Et donc, même après le Brexit, la majorité de vos lois continueront à être écrites dans les mêmes mornes corridors bruxellois,, à ceci près que vous n’aurez plus rien à dire sur leur conception. Votre démocratie toujours aussi tronquée qu’aujourd’hui, vous resterez coincés, bien que moins puissants, dans une Europe dont la fragmentation sera accélérée par le Brexit, tout en y étant moins puissants.
L’UE est indubitablement bureaucratique, opaque, et pleine de mépris pour le parlementarisme que vous et mois chérissons. Vous pourriez, ainsi, en conclure qu’accélérer sa fragmentation n’est pas une si mauvaise idée. Détrompez-vous ! La désintégration de l’UE fera-t-elle s’élever les démocrates progressistes à travers l’Europe ? Donnera-t-elle du poids à leurs parlements ? Provoquera-t-elle l’avènement des forces de la lumière et de l’espoir ? Encouragera-t-elle une coopération harmonieuse au sein du continent ? C’est peu probable.
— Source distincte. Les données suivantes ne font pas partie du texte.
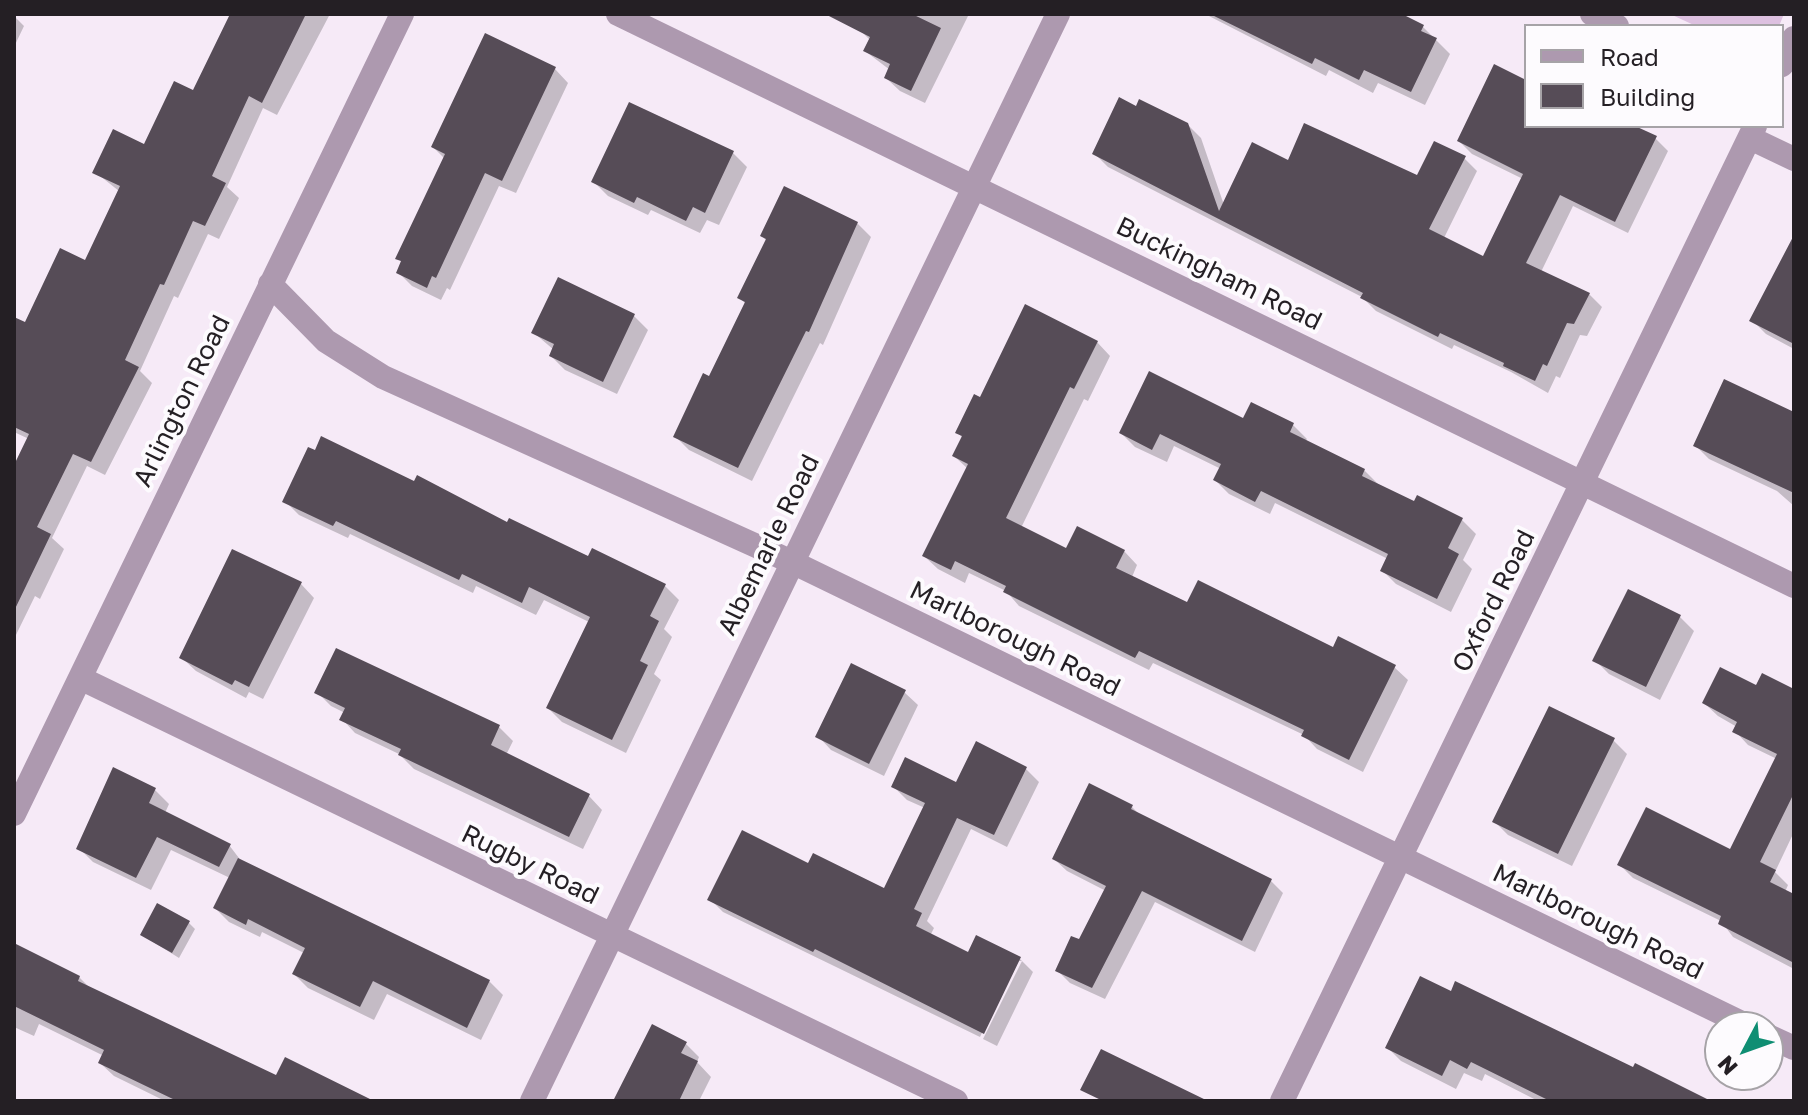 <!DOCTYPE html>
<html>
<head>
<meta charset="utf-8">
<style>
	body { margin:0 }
	#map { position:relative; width:1808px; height:1115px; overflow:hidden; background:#f6eaf7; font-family:"Golos Text",sans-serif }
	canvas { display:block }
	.frame { position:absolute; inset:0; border:16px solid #241f24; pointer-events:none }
	.legend { position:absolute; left:1524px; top:24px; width:260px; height:104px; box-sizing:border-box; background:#fdfbfe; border:2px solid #a6a3a7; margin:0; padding:10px 14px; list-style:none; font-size:24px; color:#241f24 }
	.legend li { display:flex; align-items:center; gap:16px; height:40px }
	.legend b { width:40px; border:2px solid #a6a3a7 }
	.north { position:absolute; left:1704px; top:1011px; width:80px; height:80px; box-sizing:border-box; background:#fdfbfe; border:2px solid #a6a3a7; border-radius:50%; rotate:229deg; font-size:22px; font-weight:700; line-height:32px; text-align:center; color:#241f24 }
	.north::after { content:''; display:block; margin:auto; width:28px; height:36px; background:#0f8e73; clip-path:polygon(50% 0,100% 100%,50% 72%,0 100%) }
</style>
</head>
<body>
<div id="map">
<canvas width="1808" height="1115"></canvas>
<div class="frame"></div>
<ul class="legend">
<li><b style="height:10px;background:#ad99af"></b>Road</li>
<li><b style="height:22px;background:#564c57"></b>Building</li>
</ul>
<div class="north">N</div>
</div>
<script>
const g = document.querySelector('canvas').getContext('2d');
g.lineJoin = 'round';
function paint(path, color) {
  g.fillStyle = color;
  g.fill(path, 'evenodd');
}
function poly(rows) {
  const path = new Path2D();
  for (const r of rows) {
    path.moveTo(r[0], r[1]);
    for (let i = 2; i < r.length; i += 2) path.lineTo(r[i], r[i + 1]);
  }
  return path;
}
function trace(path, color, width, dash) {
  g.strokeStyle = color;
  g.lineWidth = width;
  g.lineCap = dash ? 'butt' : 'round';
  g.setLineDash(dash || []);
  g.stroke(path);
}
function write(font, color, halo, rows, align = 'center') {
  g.font = font + ' "Golos Text",sans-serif';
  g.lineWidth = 8;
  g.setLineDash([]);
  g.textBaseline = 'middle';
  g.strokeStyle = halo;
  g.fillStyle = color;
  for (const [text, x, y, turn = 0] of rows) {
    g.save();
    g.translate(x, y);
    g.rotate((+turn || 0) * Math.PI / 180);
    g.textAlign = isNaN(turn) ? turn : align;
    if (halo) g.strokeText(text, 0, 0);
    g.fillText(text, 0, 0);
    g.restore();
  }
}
paint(poly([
	[1670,14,1784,14,1779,26,1696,26]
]), '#ddc0e0');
paint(poly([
	[233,14,330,14,277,115,263,108,227,187,239,198,219,239,208,234,178,298,174,296,140,371,152,383,105,475,87,466,52,538,64,549,40,599,35,596,14,639,14,485,29,439,14,432,14,336,86,263,119,191,95,172,145,146,194,92],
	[869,14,969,14,925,103,900,91,886,78,890,70,865,51,870,40,861,31],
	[1205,14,1397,14,1423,27,1450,54,1425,105,1378,83,1373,93,1329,70,1326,76],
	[14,16,24,26,14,47],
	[555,69,568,83,516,193,499,186,450,290,447,288,441,300,412,286,398,272,403,263,398,258,445,159,433,147],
	[1526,81,1526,126,1631,126,1655,138,1668,151,1628,233,1573,206,1541,272,1589,294,1602,307,1587,336,1580,335,1560,378,1556,376,1548,393,1511,372,1454,345,1452,349,1376,311,1362,297,1108,167,1095,154,1187,124,1201,138,1224,205,1289,162,1418,178,1464,158,1477,171,1444,238,1484,259,1523,179,1472,154,1459,141],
	[733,153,747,167,719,225,707,220,700,233,651,210,648,215,608,196,594,182],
	[857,223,871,237,823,345,820,343,752,481,689,450,675,436,710,379,746,304,740,298,767,241,762,236],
	[1794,260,1794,349,1766,334,1752,320],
	[559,280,634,316,648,330,617,394,565,370,551,356,554,350,534,333],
	[1097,342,1110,356,1088,401,1084,399,1021,528,1067,551,1124,551,1137,565,1132,577,1188,604,1394,667,1408,680,1363,772,1317,749,1304,735,1153,663,1149,670,1019,606,1006,591,969,573,965,583,938,569,924,556,968,469,954,456,963,438,957,432,981,400],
	[1794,416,1794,506,1777,491,1709,459,1695,445],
	[1244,421,1293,425,1307,439,1305,442,1364,470,1378,484,1415,504,1462,520,1476,534,1463,560,1472,569,1451,612,1396,584,1382,570,1388,559,1275,503,1270,514,1229,494,1215,480,1221,469,1174,446,1167,462,1135,447,1121,433],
	[285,501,508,525,665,586,679,600,664,629,672,637,654,674,661,680,626,753,562,722,548,708,589,622,544,600,536,615,476,586,473,593,350,534,348,538,299,515],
	[301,584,314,598,263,699,249,692,246,698,196,671,182,658],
	[1680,617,1694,631,1660,700,1609,674,1595,660],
	[1757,687,1794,691,1794,832,1775,872,1788,885,1785,892,1794,897,1794,969,1733,937,1721,921,1633,878,1620,865,1731,852,1777,759,1748,745,1735,731,1737,727,1718,716,1704,703],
	[317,692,499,727,513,741,506,755,589,796,602,810,583,849,414,769,399,754,355,733,342,719,345,713,331,706],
	[904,692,918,705,884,776,831,750,818,736],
	[1613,740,1627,754,1572,866,1508,835,1494,821],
	[1026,769,1039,782,1007,847,971,829,927,921,934,928,930,936,969,955,977,938,1020,959,1033,972,997,1046,983,1039,1022,961,1017,961,980,1037,723,912,710,899,809,865,885,891,925,808,907,800,893,786,957,784],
	[155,790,169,804,165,813,229,845,242,862,489,981,503,995,481,1040,387,994,374,1020,308,988,294,974,304,953,262,932,260,937,229,922,215,908,230,878,171,850,151,890,93,862,79,848],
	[1132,807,1141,816,1271,881,1283,893,1255,952,1155,902,1105,999,1070,983,1057,970,1080,942,1106,891,1067,871,1054,859],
	[188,922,195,929,179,958,142,935],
	[14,949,79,977,92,990,277,1078,362,1101,165,1101,114,1076,100,1063,104,1056,39,1024,34,1036,14,1027],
	[1421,979,1684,1101,1538,1101,1485,1074,1482,1081,1464,1073,1456,1089,1401,1061,1387,1047],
	[685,1043,699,1057,697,1062,711,1077,699,1101,620,1101]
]), '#0003');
paint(poly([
	[230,14,306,14,262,103,249,96,212,176,226,183,205,226,193,221,164,285,160,284,125,360,139,367,91,462,73,454,37,527,51,534,14,611,14,465,29,434,14,427,14,317,25,322,60,248,85,260,120,186,92,173,113,129,144,144,174,81,193,90],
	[825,14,912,14,941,28,911,91,884,78,890,64,863,51,870,37],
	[1210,14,1402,14,1424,25,1421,31,1437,38,1411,92,1364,70,1359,80,1315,58,1312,64],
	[485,33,556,67,502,181,485,173,436,278,432,276,427,288,396,273,401,261,395,259,445,154,431,147],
	[1494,64,1526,80,1526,126,1635,126,1657,136,1615,222,1560,195,1526,263,1590,293,1574,324,1567,323,1547,366,1543,364,1535,381,1503,366,1504,363,1440,333,1438,337,1360,298,1363,293,1092,154,1119,97,1136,106,1139,99,1188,123,1219,211,1252,142,1288,160,1304,123,1417,175,1434,141,1466,156,1429,229,1483,256,1523,174,1457,141],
	[629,102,734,151,705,213,693,207,686,221,637,197,634,203,591,182],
	[784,186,858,222,809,332,806,331,738,468,673,437,703,373,709,376,745,302,737,298,766,239,760,236],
	[1794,235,1794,344,1749,321],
	[558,277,635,314,603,382,549,356,554,344,531,333],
	[1025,304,1098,341,1074,389,1070,387,1006,518,1066,548,1077,526,1125,550,1116,568,1187,602,1198,580,1333,647,1338,636,1396,665,1349,760,1301,736,1304,730,1139,651,1135,658,1003,592,1006,586,955,561,951,570,922,556,968,464,952,456,962,436,955,433,974,394,980,397],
	[1149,371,1243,418,1251,402,1294,423,1290,432,1365,469,1362,476,1414,501,1417,495,1463,518,1448,548,1459,554,1437,599,1380,571,1388,554,1261,491,1255,502,1213,480,1221,464,1160,434,1152,450,1119,433],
	[1724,379,1794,412,1794,493,1693,446],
	[321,436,414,481,417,475,507,522,509,518,588,556,592,548,666,584,650,616,659,621,640,661,648,665,612,740,546,708,590,617,529,587,522,603,462,574,459,580,336,521,333,526,282,502,308,447,315,450],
	[232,549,302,582,249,687,235,680,232,685,179,658],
	[1628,589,1681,615,1646,687,1592,661],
	[336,648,500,725,491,745,590,794,569,837,398,755,401,749,339,720,345,708,314,693],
	[851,663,906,690,869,764,815,737],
	[1720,667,1756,685,1762,673,1794,689,1794,793,1760,862,1776,870,1770,882,1794,894,1794,963,1718,924,1721,916,1617,865,1646,807,1730,849,1777,754,1732,732,1737,722,1702,703],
	[1549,706,1615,738,1558,854,1492,822],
	[976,741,1027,767,994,835,957,818,914,909,922,913,916,926,968,952,976,935,1021,957,984,1034,815,949,813,952,707,900,742,830,808,863,813,853,884,888,925,803,891,787,905,757,956,782],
	[113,767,156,788,149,803,231,844,219,867,157,837,136,878,76,849],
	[1089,783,1133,805,1131,809,1272,879,1242,941,1142,891,1092,988,1055,971,1071,936,1079,939,1106,886,1052,859],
	[238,858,490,980,467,1028,373,981,360,1007,292,974,305,948,248,919,246,925,213,908],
	[157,903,190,921,172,953,140,935],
	[14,943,80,976,78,981,276,1075,285,1057,374,1101,177,1101,98,1063,104,1050,14,1006],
	[1420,976,1451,991,1455,981,1633,1067,1635,1063,1711,1101,1550,1101,1471,1062,1467,1069,1450,1060,1442,1076,1385,1048],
	[652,1024,687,1042,681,1053,698,1061,679,1101,613,1101],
	[1101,1049,1208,1101,1103,1101,1080,1090]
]), '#564c57');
trace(poly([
	[618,14,1794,586],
	[1592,14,1617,26],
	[1782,65,1794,38],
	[1750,138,1794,159],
	[270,284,326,341,383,377,792,562,1750,1027],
	[80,678,956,1101],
	[14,814,402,14],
	[1768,1036,1794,1048],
	[532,1101,1058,14],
	[1282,1101,1755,126]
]), '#ad99af', 24);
write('26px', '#241f24', '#fdfbfe', [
	["Buckingham Road",1219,274,26],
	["Arlington Road",182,401,-64],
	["Albemarle Road",769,545,-64],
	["Oxford Road",1494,601,-64],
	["Marlborough Road",1015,639,26],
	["Rugby Road",530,865,26],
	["Marlborough Road",1598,922,26]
]);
</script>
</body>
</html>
La fragmentation de l’UE divisera le continent en au moins deux parties, la fracture principale se situant le long du Rhin et traversant les Alpes. Au Nord Est régnera la déflation, des millions de travailleurs pauvres allemands, polonais, etc. perdant leurs emplois. Du côté latin, l’inflation sera à l’ordre du jour, ainsi que le chômage. Seuls des monstres politiques arriveront à se hisser hors de cette ligne de faille, répandant partout la misanthropie xénophobe et s’assurant, au travers de dévaluations compétitives, que vous soyez vous aussi entraînés dans la tourmente qui s’en suivra.
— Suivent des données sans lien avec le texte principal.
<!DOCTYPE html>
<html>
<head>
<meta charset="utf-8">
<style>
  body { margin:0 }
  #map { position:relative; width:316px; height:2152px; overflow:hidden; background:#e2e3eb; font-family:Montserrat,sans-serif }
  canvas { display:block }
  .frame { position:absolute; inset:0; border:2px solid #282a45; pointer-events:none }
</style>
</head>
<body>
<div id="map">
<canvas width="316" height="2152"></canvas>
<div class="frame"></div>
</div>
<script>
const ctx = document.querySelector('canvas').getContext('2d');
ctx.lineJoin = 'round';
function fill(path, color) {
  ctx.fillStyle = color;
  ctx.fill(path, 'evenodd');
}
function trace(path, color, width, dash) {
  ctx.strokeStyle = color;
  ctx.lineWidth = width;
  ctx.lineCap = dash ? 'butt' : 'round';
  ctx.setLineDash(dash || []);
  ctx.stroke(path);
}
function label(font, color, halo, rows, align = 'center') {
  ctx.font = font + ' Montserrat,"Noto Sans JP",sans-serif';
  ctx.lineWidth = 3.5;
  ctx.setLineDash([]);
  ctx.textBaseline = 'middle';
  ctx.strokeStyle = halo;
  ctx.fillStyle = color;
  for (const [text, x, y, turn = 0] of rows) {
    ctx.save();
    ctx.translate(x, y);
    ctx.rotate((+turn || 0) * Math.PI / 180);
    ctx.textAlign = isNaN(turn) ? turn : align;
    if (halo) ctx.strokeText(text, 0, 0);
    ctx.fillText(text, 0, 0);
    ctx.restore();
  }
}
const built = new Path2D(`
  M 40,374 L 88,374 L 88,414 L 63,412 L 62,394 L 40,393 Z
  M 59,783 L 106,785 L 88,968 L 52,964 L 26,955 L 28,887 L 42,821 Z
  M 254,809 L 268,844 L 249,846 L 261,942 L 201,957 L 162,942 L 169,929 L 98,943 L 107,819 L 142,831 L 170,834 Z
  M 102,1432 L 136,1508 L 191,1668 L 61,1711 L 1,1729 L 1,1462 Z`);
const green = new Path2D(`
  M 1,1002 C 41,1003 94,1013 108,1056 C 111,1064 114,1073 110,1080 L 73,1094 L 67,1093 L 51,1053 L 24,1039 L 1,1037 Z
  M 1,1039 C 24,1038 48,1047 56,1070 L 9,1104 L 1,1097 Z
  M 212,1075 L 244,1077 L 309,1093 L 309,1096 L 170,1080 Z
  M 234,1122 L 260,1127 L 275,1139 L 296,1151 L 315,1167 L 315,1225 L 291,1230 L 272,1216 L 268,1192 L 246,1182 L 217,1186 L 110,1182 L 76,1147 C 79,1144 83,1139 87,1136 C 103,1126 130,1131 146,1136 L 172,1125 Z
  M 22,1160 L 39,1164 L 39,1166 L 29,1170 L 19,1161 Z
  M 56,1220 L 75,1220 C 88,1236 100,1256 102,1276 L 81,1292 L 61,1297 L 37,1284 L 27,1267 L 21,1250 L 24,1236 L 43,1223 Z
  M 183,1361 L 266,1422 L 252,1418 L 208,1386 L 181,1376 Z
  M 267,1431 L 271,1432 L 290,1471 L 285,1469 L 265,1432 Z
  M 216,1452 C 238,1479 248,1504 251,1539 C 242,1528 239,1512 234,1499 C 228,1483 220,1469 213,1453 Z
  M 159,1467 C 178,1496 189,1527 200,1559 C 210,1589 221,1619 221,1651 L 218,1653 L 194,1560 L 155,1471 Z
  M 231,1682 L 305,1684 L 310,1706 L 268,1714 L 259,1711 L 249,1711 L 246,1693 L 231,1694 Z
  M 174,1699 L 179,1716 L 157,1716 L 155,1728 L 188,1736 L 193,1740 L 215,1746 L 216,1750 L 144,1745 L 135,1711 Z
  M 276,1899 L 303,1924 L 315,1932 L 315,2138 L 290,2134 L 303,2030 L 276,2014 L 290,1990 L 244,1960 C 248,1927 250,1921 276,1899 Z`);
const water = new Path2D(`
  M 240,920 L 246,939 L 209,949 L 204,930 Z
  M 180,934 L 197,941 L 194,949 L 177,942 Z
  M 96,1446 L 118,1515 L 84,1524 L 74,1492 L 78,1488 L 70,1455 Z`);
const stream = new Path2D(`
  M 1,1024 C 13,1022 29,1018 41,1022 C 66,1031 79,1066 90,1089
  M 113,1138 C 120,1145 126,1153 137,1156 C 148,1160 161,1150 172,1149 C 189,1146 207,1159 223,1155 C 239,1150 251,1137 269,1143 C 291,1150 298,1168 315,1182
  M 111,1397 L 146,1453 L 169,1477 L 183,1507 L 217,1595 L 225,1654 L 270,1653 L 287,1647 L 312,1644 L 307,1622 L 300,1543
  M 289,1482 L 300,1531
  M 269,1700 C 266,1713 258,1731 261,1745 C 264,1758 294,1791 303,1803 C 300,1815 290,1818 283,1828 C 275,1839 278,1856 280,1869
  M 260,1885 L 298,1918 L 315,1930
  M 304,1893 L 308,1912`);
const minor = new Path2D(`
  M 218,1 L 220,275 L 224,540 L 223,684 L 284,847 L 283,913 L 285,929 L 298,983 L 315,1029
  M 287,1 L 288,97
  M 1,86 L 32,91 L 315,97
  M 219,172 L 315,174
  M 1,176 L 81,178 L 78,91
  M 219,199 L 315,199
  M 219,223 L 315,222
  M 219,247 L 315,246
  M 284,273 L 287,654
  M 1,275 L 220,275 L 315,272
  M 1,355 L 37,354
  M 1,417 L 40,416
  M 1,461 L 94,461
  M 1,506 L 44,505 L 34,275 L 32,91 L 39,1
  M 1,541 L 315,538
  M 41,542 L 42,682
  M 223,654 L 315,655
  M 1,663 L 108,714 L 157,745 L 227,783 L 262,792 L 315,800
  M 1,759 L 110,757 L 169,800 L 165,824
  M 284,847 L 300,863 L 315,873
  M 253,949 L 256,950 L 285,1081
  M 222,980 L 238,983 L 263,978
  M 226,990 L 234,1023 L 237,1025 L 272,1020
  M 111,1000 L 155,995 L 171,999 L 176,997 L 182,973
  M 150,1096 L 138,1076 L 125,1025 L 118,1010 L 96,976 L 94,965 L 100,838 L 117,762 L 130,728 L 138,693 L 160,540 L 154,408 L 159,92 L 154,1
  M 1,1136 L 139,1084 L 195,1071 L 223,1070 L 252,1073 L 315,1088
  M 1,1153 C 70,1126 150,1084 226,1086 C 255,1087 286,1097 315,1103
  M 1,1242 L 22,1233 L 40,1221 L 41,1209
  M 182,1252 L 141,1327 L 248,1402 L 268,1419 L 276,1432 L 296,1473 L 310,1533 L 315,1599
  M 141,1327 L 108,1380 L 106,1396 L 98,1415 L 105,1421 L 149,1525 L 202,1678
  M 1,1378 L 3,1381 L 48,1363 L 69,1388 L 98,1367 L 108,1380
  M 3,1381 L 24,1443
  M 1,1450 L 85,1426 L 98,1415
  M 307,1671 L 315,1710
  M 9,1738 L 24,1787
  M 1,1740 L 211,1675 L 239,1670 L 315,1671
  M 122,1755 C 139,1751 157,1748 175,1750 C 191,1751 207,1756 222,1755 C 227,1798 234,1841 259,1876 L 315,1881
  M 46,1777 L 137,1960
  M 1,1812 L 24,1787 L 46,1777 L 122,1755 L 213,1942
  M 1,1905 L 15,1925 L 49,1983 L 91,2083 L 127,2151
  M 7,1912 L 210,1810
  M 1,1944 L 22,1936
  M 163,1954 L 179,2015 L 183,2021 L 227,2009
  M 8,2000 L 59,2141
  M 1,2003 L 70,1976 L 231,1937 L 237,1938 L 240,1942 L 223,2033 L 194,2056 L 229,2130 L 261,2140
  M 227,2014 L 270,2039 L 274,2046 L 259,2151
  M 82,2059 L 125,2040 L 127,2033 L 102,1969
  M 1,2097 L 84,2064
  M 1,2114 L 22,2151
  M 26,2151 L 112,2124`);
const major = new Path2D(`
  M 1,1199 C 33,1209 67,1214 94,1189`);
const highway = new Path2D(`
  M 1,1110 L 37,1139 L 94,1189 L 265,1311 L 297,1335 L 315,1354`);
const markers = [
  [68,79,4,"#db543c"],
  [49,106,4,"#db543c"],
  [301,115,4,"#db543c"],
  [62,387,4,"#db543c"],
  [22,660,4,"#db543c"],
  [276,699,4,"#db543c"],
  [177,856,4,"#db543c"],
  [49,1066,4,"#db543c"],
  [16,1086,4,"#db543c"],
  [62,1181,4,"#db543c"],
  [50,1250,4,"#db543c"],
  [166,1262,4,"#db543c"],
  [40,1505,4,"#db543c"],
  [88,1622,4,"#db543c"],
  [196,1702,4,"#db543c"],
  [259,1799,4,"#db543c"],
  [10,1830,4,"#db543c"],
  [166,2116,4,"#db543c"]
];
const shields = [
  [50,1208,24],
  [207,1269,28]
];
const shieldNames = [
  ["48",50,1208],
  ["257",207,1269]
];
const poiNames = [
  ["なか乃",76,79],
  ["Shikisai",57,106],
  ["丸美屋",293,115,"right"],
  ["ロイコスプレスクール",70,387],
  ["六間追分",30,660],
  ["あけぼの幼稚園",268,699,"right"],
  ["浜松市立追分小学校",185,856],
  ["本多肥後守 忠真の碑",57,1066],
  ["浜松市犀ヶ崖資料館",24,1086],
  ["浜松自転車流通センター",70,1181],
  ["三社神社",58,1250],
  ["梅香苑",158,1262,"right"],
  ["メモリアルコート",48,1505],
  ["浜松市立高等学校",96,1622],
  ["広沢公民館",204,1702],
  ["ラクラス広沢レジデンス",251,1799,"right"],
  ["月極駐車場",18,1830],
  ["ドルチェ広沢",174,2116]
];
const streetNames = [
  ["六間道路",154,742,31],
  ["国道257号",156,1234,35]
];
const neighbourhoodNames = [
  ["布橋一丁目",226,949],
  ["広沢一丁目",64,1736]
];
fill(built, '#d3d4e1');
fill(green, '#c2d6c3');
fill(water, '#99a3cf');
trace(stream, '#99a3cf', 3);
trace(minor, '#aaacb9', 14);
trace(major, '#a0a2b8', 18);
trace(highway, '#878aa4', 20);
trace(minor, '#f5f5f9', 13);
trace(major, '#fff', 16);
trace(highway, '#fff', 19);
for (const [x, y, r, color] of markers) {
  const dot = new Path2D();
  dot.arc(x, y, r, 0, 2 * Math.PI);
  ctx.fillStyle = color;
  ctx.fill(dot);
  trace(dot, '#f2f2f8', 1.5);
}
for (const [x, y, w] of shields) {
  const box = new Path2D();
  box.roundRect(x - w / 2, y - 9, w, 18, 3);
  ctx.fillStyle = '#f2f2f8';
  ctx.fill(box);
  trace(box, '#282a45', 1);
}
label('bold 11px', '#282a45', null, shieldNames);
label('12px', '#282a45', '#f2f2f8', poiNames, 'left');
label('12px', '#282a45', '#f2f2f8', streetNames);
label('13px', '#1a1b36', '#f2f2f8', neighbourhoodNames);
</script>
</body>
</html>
C’est pour cela que je vous supplie de rester dans notre horrible Union Européenne. Les démocrates européens ont besoin de vous. Et vous avez besoin de nous. Ensemble, nous avons une chance de faire revivre la souveraineté démocratique à travers toute l’Europe. Ce ne sera pas facile. Mais cela vaut la peine d’essayer.
Quand j’étais étudiant, un ami proche qui détestait les fêtes n’en manquait pourtant jamais une seule, juste pour avoir quelque chose dont se plaindre le lendemain. S’il vous plaît, ne faites pas comme lui. S’il vous plaît, restez dans l’UE avec enthousiasme pour notre cause commune : prendre les armes contre un océan de difficultés et, en nous y opposant, y mettre fin.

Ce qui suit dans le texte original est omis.